[Saved entries]
BEGIN

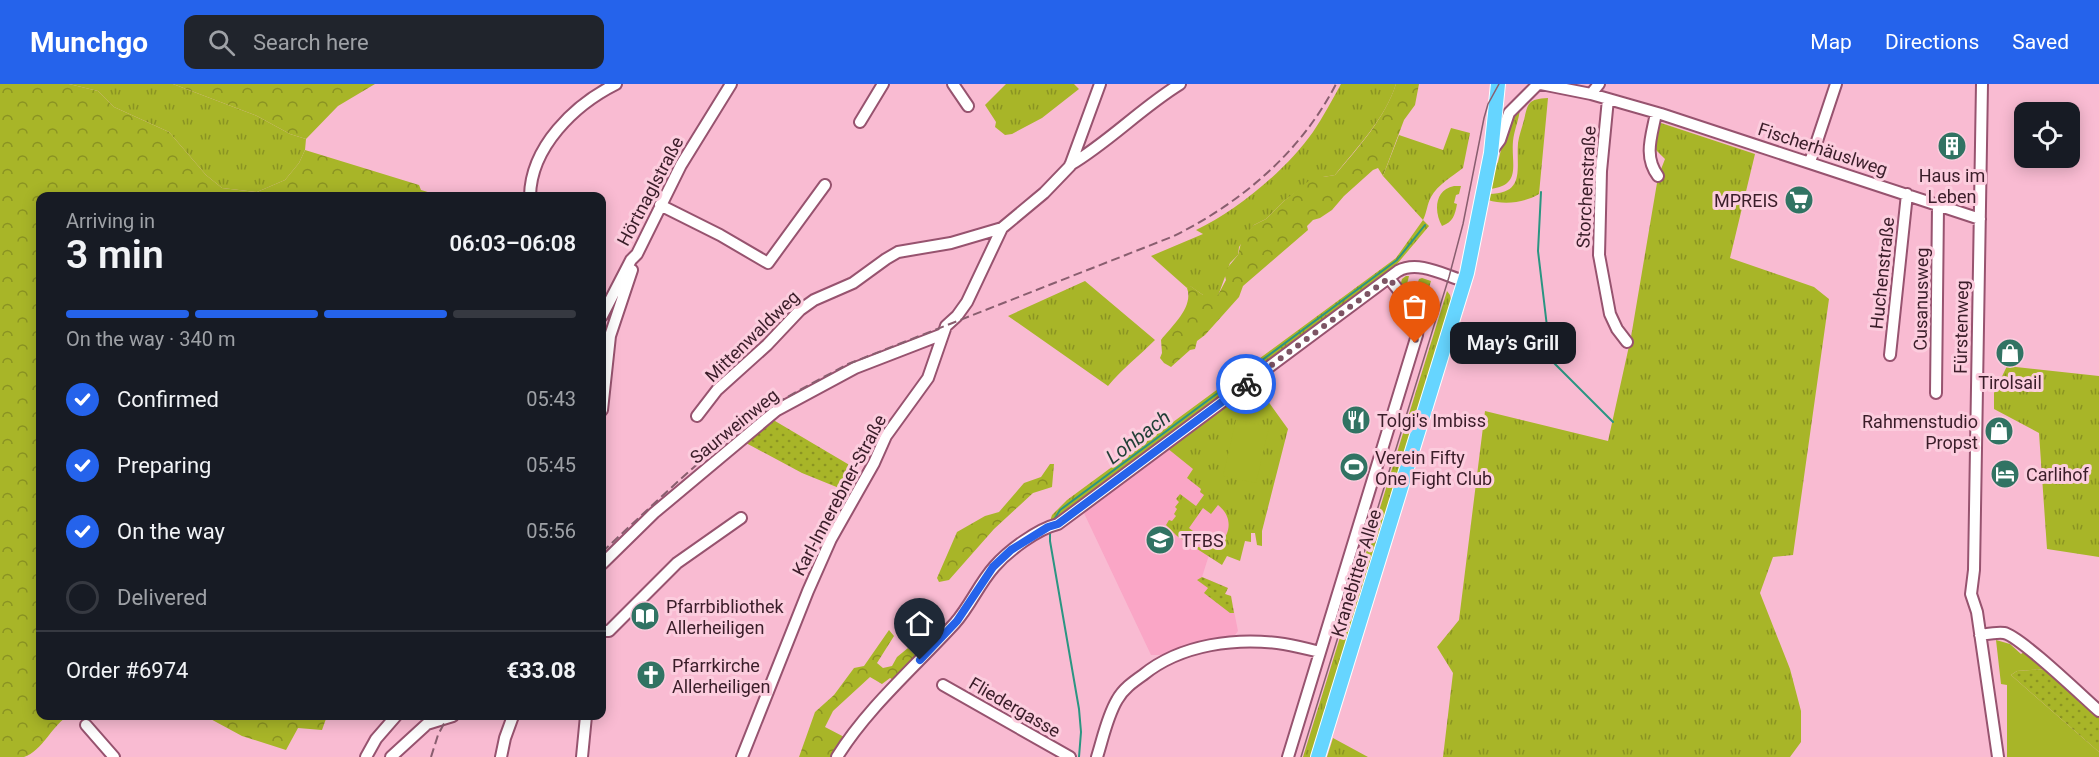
<!DOCTYPE html>
<meta charset="utf-8">
<style>
body{margin:0;font-family:Roboto,sans-serif;background:#20242c;color:#f1f3f6;height:100vh;display:flex;flex-direction:column;font-size:22px;white-space:nowrap}
*{box-sizing:border-box;margin:0}
p{font-size:20px;color:#9ea1a6}
.icon{flex:none;width:33px;height:33px;fill:none;stroke:currentColor;stroke-width:2;stroke-linecap:round;stroke-linejoin:round}
.map{position:relative;flex:1;overflow:hidden}
.details{position:absolute;left:36px;top:108px;width:570px;height:528px;display:flex;flex-direction:column;background:#171b24;border-radius:12px;box-shadow:0 3px 15px #0003}
.details>*{flex:none}
.controls{position:absolute;left:2014px;top:18px;display:grid;gap:12px}
.controls a{display:grid;place-items:center;width:66px;height:66px;border-radius:12px;background:#171b24;box-shadow:0 3px 15px #0003;font-size:30px}
.pin{position:absolute;display:grid;place-items:center;width:51px;height:51px;color:#fff;margin:-62px -26px;border-radius:50% 50% 50% 0;rotate:-45deg;box-shadow:0 0 6px #0007}
.pin .icon{rotate:45deg}
.courier{position:absolute;display:grid;place-items:center;width:60px;height:60px;margin:-30px;border:4px solid #2563eb;border-radius:50%;background:#fff;color:#222;box-shadow:0 2px 8px #0007}
.bubble{position:absolute;height:42px;border-radius:12px;background:#171b24;box-shadow:0 3px 15px #0003;font-size:20px;font-weight:600;line-height:42px;text-align:center}
.summary em{font-style:normal;font-weight:600}
.summary div{display:flex;flex-direction:column-reverse}
.summary{display:flex;align-items:center;justify-content:space-between;height:102px;padding:0 30px}
h1{font-size:39px;font-weight:600;line-height:45px}
.bar{display:grid;grid-template-columns:repeat(4,1fr);gap:9px 6px;align-content:center;height:72px;padding:0 30px}
.bar i{height:8px;border-radius:4px;background:#363941}
.bar .selected{background:#2563eb}
.bar p{grid-column:span 4}
.line{display:flex;align-items:center;gap:15px;padding:0 30px;border-top:2px solid #363941}
.line div{flex:1}
ol{padding:0 30px;list-style:none}
li{display:flex;align-items:center;gap:18px;height:66px}
li p{margin-inline-start:auto}
li .icon{padding:6px;border-radius:50%;background:#2563eb;color:#fff;stroke-width:4}
li:last-child{color:#9ea1a6}
li i{width:33px;height:33px;border:3px solid #363941;border-radius:50%}
header{display:flex;align-items:center;gap:36px;box-sizing:border-box;height:84px;padding:0 30px;background:#2563eb;color:#fff}
header strong{font-size:28px}
nav{display:flex;gap:33px;margin-inline-start:auto;font-size:21px}
.search{width:420px;height:54px;background:#20242c;display:flex;align-items:center;gap:15px;box-sizing:border-box;padding:0 21px;border-radius:12px;color:#9ea1a6;font-size:22px}
.map>svg:first-child{display:block}
.built{fill:#faa6c6}
.grass{fill:url(#grass-tufts);fill-rule:evenodd}
.forest{fill:url(#forest-crowns)}
.park{fill:#a8b528}
.garden{fill:url(#garden-dots)}
.lines{fill:none;stroke-linecap:round;stroke-linejoin:round}
.stream{stroke:#2b9582;stroke-width:2}
.minor-casing{stroke:#97536f;stroke-width:14}
.major-casing{stroke:#fff;stroke-width:16}
.minor{stroke:#fff;stroke-width:10}
.major{stroke:#66d5ff;stroke-width:14}
.tram{stroke:#895e6f;stroke-width:1.5}
.rail{stroke:#895e6f;stroke-width:2;stroke-dasharray:9 4.5;stroke-linecap:butt}
.done{stroke:#7d5464;stroke-width:6;stroke-dasharray:0 10.8}
.route{stroke:#2563eb;stroke-width:8}
.labels{text-anchor:middle;dominant-baseline:central;stroke-width:6;stroke-linejoin:round;paint-order:stroke}
.street-label{font-size:18px;fill:#3a1d29;stroke:#fccdde}
.poi-label{font-size:18px;fill:#3a1d29;stroke:#fccdde;text-anchor:start}
.water-label{font-size:20px;font-style:italic;fill:#224038;stroke:#fccdde}
</style>
<header>
<strong>Munchgo</strong>
<div class="search"><svg class="icon" aria-label="search" viewBox="0 0 24 24"><circle cx="10" cy="10" r="6"/><path d="M15 15l6 6"/></svg>Search here</div>
<nav><a>Map</a><a>Directions</a><a>Saved</a></nav>
</header>
<div class="map">
<svg width="2099" height="673" viewBox="0 0 2099 673">
<defs>
<pattern id="grass-tufts" width="24" height="20" patternUnits="userSpaceOnUse" patternTransform="scale(1.5)"><rect width="24" height="20" fill="#a8b528"/><path d="M3 7l-1-3M5 7V3M7 7l1-3M15 17l-1-3M17 17v-4M19 17l1-3" fill="none" stroke="#8a9322"/></pattern>
<pattern id="forest-crowns" width="20" height="18" patternUnits="userSpaceOnUse" patternTransform="scale(1.5)"><rect width="20" height="18" fill="#a8b528"/><path d="M2 6a3 3 0 1 1 6 0M12 15a3 3 0 1 1 6 0" fill="none" stroke="#8a9322"/></pattern>
<pattern id="garden-dots" width="8" height="8" patternUnits="userSpaceOnUse" patternTransform="scale(1.5)"><rect width="8" height="8" fill="#a8b528"/><path d="M2 2h.1M6 6h.1" fill="none" stroke="#8a9322" stroke-width="1.8" stroke-linecap="round"/></pattern>
</defs>
<rect width="100%" height="100%" fill="#f9bbd2"/>
<path class="built" d="M1193 348 1232 439 1227 453 1209 471 1202 493 1228 504 1225 510 1231 512 1238 547 1235 551 1205 556 1161 571H1151L1083 427Z"/>
<path class="grass" d="M69 0H173L257 32 290 50 306 55 305 66 299 79 285 96 257 108 222 104 206 91 169 48 114 23 98 7Z
M1006 0H1074L1079 5 1042 34 1012 50 1005 51 995 43 996 38 985 21Z
M1341 0H1396C1385 35 1357 63 1335 91L1323 93 1300 105 1284 117 1266 135 1254 141 1239 163 1238 171 1230 179 1218 212 1203 211 1190 202 1187 204 1151 172 1203 150 1196 146C1237 127 1287 85 1313 48 1323 33 1332 16 1341 0Z
M1548 14 1539 110C1524 119 1504 121 1488 116L1489 110C1526 110 1516 84 1518 59 1519 51 1522 44 1524 36 1528 19 1528 15 1548 14Z
M1520 25C1519 36 1514 46 1513 57 1511 81 1522 101 1490 105L1492 88 1498 78 1508 37Z
M1658 38 1755 70 1730 174 1814 203 1829 215 1793 471 1773 473 1760 509 1790 585 1801 627V658L1790 673H1443L1453 589 1437 563 1459 536 1485 327 1608 357 1631 253 1658 93 1665 75 1653 63Z
M1451 44 1470 49 1463 84C1453 92 1437 101 1431 113 1427 120 1427 128 1423 136L1429 142 1392 186 1092 407 1048 443 1052 431 1067 416 1396 174 1423 136 1383 92 1399 51 1443 66Z
M1454 102H1461L1459 110 1456 111 1454 119 1457 120C1455 131 1453 138 1442 142 1434 128 1434 106 1454 102Z
M1406 192H1409L1407 200 1416 204 1419 195 1422 194 1431 197 1424 220 1418 226 1400 202 1402 195Z
M1085 197 1155 256C1140 271 1122 285 1108 302L1008 232Z
M1447 207 1450 211 1452 220 1313 673H1303Z
M2007 282 2099 292V473L2047 465 2039 349 1994 325V309Z
M1255 299 1288 345 1262 447V462L1257 461 1255 449H1251V458L1245 457 1240 477 1227 472 1222 481 1177 452 1166 441 1169 436 1172 437 1176 432 1174 430 1177 425 1175 423 1179 418 1176 415 1180 410 1196 422 1204 411 1200 408 1201 405 1187 394 1193 385 1167 364ZM1218 421C1245 442 1215 479 1190 458L1197 450 1189 444 1203 424 1211 430Z
M1333 654 1368 673H1327Z"/>
<path class="forest" d="M0 0H69L98 7 114 23 169 48 206 91 222 104 257 108 285 96 299 79 305 66 419 101 421 106 441 112H40V632H69C54 638 42 668 24 673 17 673 7 673 0 673Z
M173 0H375L338 22 306 55 290 50 257 32Z
M1396 0H1419L1415 21 1404 36 1383 92 1378 84 1373 86 1344 112 1332 126 1320 134 1313 136 1307 142 1308 146 1243 202 1239 213 1205 251 1197 257 1195 265 1190 266 1171 283 1164 279 1160 274 1162 269 1161 256C1172 242 1194 223 1187 204L1189 201 1203 211H1218L1226 196 1224 188 1238 171 1242 155 1254 141 1266 135 1284 117 1316 91 1323 93 1335 91C1358 64 1385 34 1396 0Z
M1050 380H1054L1052 403 1033 409 994 445 949 496 939 498 937 494 957 448 985 432 999 428 1024 399 1041 393Z
M889 546 894 552 877 579 883 584 892 582 897 573 908 564 920 576 899 599 890 594 882 600 870 593 833 627 825 643 848 655 837 673H799L815 628 834 611 854 584 864 582Z
M205 632H327L322 646 298 644 286 666 242 652Z"/>
<path class="park" d="M1236 336 1269 343 1256 399 1223 392Z
M1996 556 2010 560 2021 570 2024 568 2046 585 2017 587 2011 591 2099 668V673H2007V601L2001 600Z"/>
<path class="garden" d="M770 334 863 389 862 392 850 386 839 404 802 389 746 359 772 339 768 336Z
M1202 493 1228 504 1225 510 1231 512 1234 529H1230L1204 509 1208 504 1197 496Z
M2046 585 2099 632V668L2011 591 2017 587Z"/>
<g class="lines">
<path class="stream" d="M1541 108 1538 167 1551 276 1613 338
M1052 439 1060 426 1397 176 1425 141
M1050 448V457L1079 625 1081 648 1079 673"/>
<g class="minor-casing">
<path id="minor" d="M953 0 968 22
M1541 0 1591 10 1661 30 1980 135
M1982 0 1974 486 1971 510 1977 528 1998 673
M1591 10 1599 0
M1608 15 1601 87 1599 171 1610 230 1617 245 1627 258
M1656 29C1652 51 1643 72 1658 92
M860 38 883 0
M1491 68 1500 56 1509 29 1538 0
M1810 78 1836 0
M1070 81C1109 58 1141 24 1180 0
M530 112C531 63 574 21 616 0
M660 121 720 151 768 179 825 101
M602 232 631 176 637 170 681 81 731 0
M1890 271 1907 110
M1936 309 1938 122
M602 326 610 252 632 186
M697 332 717 306 767 261 800 226 814 216 853 199 886 175 898 168 951 159 1002 144
M602 480 654 429 777 326 855 284 943 250
M602 547H609L677 479 741 434
M1980 551C1987 550 1997 548 2004 549 2020 552 2083 613 2099 627
M943 601 1070 673
M86 641 114 673
M366 673 376 655 396 632
M391 673 427 640 453 632
M501 673 505 654 513 632
M582 673 586 632
M742 673 808 507 831 455 874 379 886 352 928 294 946 242 957 232 967 218 1002 144 1044 109 1070 82 1100 0
M837 673C868 623 915 583 955 539 970 522 979 500 994 483 1008 467 1037 445 1058 440L1398 187C1418 176 1444 191 1464 197
M1097 673C1103 654 1107 633 1117 616 1123 605 1133 598 1143 591 1181 560 1237 553 1284 560 1296 562 1308 565 1320 568
M1288 673 1417 251C1421 228 1401 211 1389 194"/>
</g>
<g class="major-casing">
<path id="major" d="M1318 673 1467 189 1491 69 1498 0"/>
</g>
<use href="#minor" class="minor"/>
<use href="#major" class="major"/>
<path class="tram" d="M1301 673 1449 193 1463 140 1484 34 1488 20 1499 0"/>
<path class="rail" d="M602 468C650 424 697 377 749 338 780 315 815 298 848 280L1174 152C1242 118 1301 68 1336 0
M431 673 438 651 448 632"/>
</g>
<g class="lines">
<path class="done" d="M1246 300 1389 194C1405 216 1423 229 1415 259"/>
<path class="route" d="M920 576 957 537 993 483 1011 466 1048 443 1058 440 1246 300"/>
</g>
<defs>
<g id="building-disc" transform="scale(1.5)"><circle r="9.5" fill="#317363" stroke="#fccdde"/><path d="M-4-6H4V6H1V3H-1V6H-4ZM-2.5-4.3h1.7v1.8h-1.7ZM.8-4.3h1.7v1.8H.8ZM-2.5-1h1.7V.8h-1.7ZM.8-1h1.7V.8H.8Z" fill="#fff"/></g>
<g id="supermarket-disc" transform="scale(1.5)"><circle r="9.5" fill="#317363" stroke="#fccdde"/><path d="M-6-5.5h2.5l.6 2H6L4.5 2H-2.5L-4.4-4H-6ZM-1.5 3.2a1.3 1.3 0 1 0 .1 0ZM3 3.2a1.3 1.3 0 1 0 .1 0Z" fill="#fff"/></g>
<g id="shop-disc" transform="scale(1.5)"><circle r="9.5" fill="#317363" stroke="#fccdde"/><path d="M-5-2.5h2.3a2.7 3.5 0 0 1 5.4 0H5L5.5 6h-11ZM-1.5-2.5h3a1.5 2.3 0 0 0-3 0Z" fill="#fff"/></g>
<g id="restaurant-disc" transform="scale(1.5)"><circle r="9.5" fill="#317363" stroke="#fccdde"/><path d="M-5-6h1v4h1v-4h1v4h1v-4h1v5L-1.5 .5V6h-2V.5L-5-1ZM5-6V6H3V1.5H1.5Q1.5-4 5-6Z" fill="#fff"/></g>
<g id="stadium-disc" transform="scale(1.5)"><circle r="9.5" fill="#317363" stroke="#fccdde"/><path d="M0-5a6.5 5 0 1 0 0 10a6.5 5 0 1 0 0-10ZM-3.5-1.8h7v3.6h-7Z" fill="#fff"/></g>
<g id="hotel-disc" transform="scale(1.5)"><circle r="9.5" fill="#317363" stroke="#fccdde"/><path d="M-6-4.5h1.5V1H6V5H4.5V3h-9V5H-6ZM-4 0a1.8 1.8 0 1 1 3.6 0ZM.5 0V-2.5h3Q6-2.5 6 0Z" fill="#fff"/></g>
<g id="school-disc" transform="scale(1.5)"><circle r="9.5" fill="#317363" stroke="#fccdde"/><path d="M0-5L7-2L0 1L-7-2ZM-4 1L0 2.5L4 1V4Q0 6-4 4Z" fill="#fff"/></g>
<g id="library-disc" transform="scale(1.5)"><circle r="9.5" fill="#317363" stroke="#fccdde"/><path d="M-6-4Q-3-5.5-.7-3.5V5Q-3 3-6 4ZM6-4Q3-5.5 .7-3.5V5Q3 3 6 4Z" fill="#fff"/></g>
<g id="church-disc" transform="scale(1.5)"><circle r="9.5" fill="#317363" stroke="#fccdde"/><path d="M-1.2-6h2.4v3.5h3.3v2.4h-3.3V6h-2.4V-.1h-3.3v-2.4h3.3Z" fill="#fff"/></g>
</defs>
<g fill-rule="evenodd">
<use href="#building-disc" x="1952" y="62"/>
<use href="#supermarket-disc" x="1799" y="116"/>
<use href="#shop-disc" x="2010" y="269"/>
<use href="#restaurant-disc" x="1356" y="336"/>
<use href="#shop-disc" x="1999" y="347"/>
<use href="#stadium-disc" x="1354" y="383"/>
<use href="#hotel-disc" x="2005" y="390"/>
<use href="#school-disc" x="1160" y="456"/>
<use href="#library-disc" x="645" y="532"/>
<use href="#church-disc" x="651" y="591"/>
</g>
<g class="labels">
<g class="street-label">
<text transform="translate(1823 65) rotate(18)">Fischerhäuslweg</text>
<text transform="translate(1586 103) rotate(-87)">Storchenstraße</text>
<text transform="translate(650 107) rotate(-62)">Hörtnaglstraße</text>
<text transform="translate(1882 189) rotate(-84)">Huchenstraße</text>
<text transform="translate(1921 215) rotate(-89)">Cusanusweg</text>
<text transform="translate(1961 243) rotate(-89)">Fürstenweg</text>
<text transform="translate(752 252) rotate(-44)">Mittenwaldweg</text>
<text transform="translate(734 342) rotate(-39)">Saurweinweg</text>
<text transform="translate(839 411) rotate(-62)">Karl-Innerebner-Straße</text>
<text transform="translate(1356 489) rotate(-73)">Kranebitter Allee</text>
<text transform="translate(1015 623) rotate(30)">Fliedergasse</text>
</g>
<g class="poi-label">
<text x="1952" y="91" text-anchor="middle">Haus im<tspan x="1952" dy="21">Leben</tspan></text>
<text x="1778" y="116" text-anchor="end">MPREIS</text>
<text x="2010" y="298" text-anchor="middle">Tirolsail</text>
<text x="1377" y="336">Tolgi's Imbiss</text>
<text x="1978" y="337" text-anchor="end">Rahmenstudio<tspan x="1978" dy="21">Propst</tspan></text>
<text x="1375" y="373">Verein Fifty<tspan x="1375" dy="21">One Fight Club</tspan></text>
<text x="2026" y="390">Carlihof</text>
<text x="1181" y="456">TFBS</text>
<text x="666" y="522">Pfarrbibliothek<tspan x="666" dy="21">Allerheiligen</tspan></text>
<text x="672" y="581">Pfarrkirche<tspan x="672" dy="21">Allerheiligen</tspan></text>
</g>
<g class="water-label">
<text transform="translate(1138 353) rotate(-37)">Lohbach</text>
</g>
</g>
</svg>
<div class="controls">
<a><svg class="icon" aria-label="locate" viewBox="0 0 24 24"><circle cx="12" cy="12" r="6"/><path d="M12 2v4M12 18v4M2 12h4M18 12h4"/></svg></a>
</div>
<div class="pin" style="left:1415px;top:259px;background:#ea580c"><svg class="icon" aria-label="bag" viewBox="0 0 24 24"><path d="M5 8h14l-1 12H6zM9 8a3 3 0 0 1 6 0"/></svg></div>
<div class="pin" style="left:920px;top:576px;background:#1f2937"><svg class="icon" aria-label="home" viewBox="0 0 24 24"><path d="M3 11l9-7 9 7M6 9v11h12V9"/></svg></div>
<div class="courier" style="left:1246px;top:300px"><svg class="icon" aria-label="bike" viewBox="0 0 24 24"><circle cx="6" cy="16" r="4"/><circle cx="18" cy="16" r="4"/><path d="M6 16l4-8h5l3 8M10 8l3 8H6M13 5h3"/></svg></div>
<div class="bubble" style="left:1450px;top:238px;width:126px">May’s Grill</div>
<section class="details">
<div class="summary"><div><h1>3 min</h1><p>Arriving in</p></div><em>06:03–06:08</em></div>
<div class="bar"><i class="selected"></i><i class="selected"></i><i class="selected"></i><i></i><p>On the way · 340 m</p></div>
<ol>
<li><svg class="icon" aria-label="check" viewBox="0 0 24 24"><path d="M5 12l5 5 9-10"/></svg>Confirmed<p>05:43</p></li>
<li><svg class="icon" aria-label="check" viewBox="0 0 24 24"><path d="M5 12l5 5 9-10"/></svg>Preparing<p>05:45</p></li>
<li><svg class="icon" aria-label="check" viewBox="0 0 24 24"><path d="M5 12l5 5 9-10"/></svg>On the way<p>05:56</p></li>
<li><i></i>Delivered</li>
</ol>
<div class="line" style="height:78px"><div>Order #6974</div><b>€33.08</b></div>
</section>
</div>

END

* EXERCISE GOAL: If a line of the entries above holds the word "search", count it; report only how many such lines there are.

* SOLUTION TO THIS TASK: 2